• What the exercise asks: Gather from the listing below each line that includes the word "this", and copy it.

BEGIN Supplied data

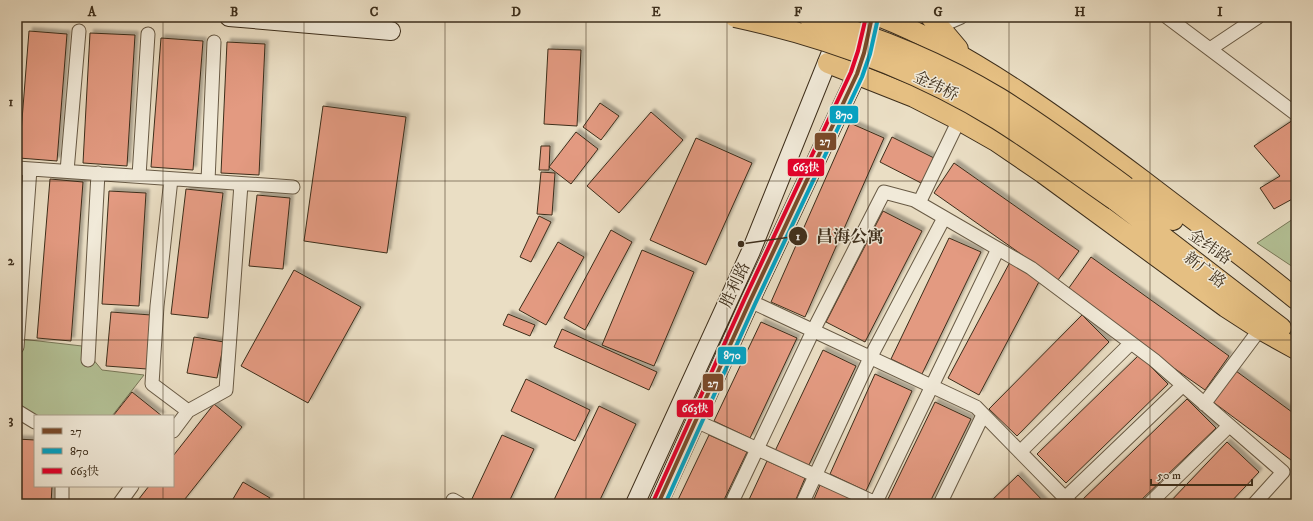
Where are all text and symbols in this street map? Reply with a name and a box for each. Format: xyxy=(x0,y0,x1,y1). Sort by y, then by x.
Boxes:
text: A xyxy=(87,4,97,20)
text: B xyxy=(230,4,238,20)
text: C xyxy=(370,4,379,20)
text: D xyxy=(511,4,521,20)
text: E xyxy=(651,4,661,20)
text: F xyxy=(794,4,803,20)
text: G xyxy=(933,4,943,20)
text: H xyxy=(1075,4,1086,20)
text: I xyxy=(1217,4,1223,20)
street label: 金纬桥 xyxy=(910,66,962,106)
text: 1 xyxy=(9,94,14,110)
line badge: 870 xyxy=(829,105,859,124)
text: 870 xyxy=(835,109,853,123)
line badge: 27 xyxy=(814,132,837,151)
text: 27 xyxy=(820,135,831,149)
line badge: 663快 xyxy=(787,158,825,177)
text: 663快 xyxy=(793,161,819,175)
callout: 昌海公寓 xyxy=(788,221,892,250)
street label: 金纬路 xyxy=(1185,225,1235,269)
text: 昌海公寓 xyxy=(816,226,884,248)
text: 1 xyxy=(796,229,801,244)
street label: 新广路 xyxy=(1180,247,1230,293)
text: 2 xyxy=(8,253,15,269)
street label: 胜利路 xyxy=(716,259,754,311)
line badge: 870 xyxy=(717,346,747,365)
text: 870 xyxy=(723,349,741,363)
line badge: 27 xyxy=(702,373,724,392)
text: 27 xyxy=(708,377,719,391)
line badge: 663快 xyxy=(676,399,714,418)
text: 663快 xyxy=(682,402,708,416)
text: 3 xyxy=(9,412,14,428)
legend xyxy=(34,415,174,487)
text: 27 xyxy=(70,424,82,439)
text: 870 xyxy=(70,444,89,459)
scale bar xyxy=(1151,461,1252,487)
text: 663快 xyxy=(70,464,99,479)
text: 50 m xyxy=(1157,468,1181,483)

END Supplied data
BEGIN Supplied data

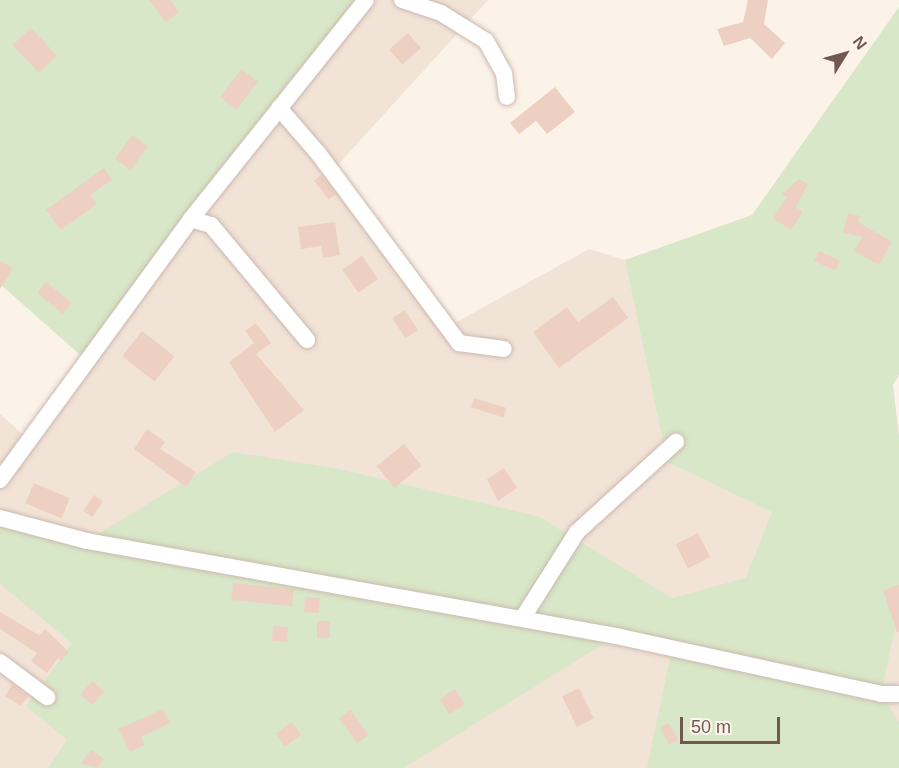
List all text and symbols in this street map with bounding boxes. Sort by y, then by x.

END Supplied data

• Exercise output:
Where are all text and symbols in this street map? Reply with a name and a box for each. Format: xyxy=(x0,y0,x1,y1). Sort by y, then by x.
List all text and symbols in this street map with bounding boxes. Sort by y, then by x.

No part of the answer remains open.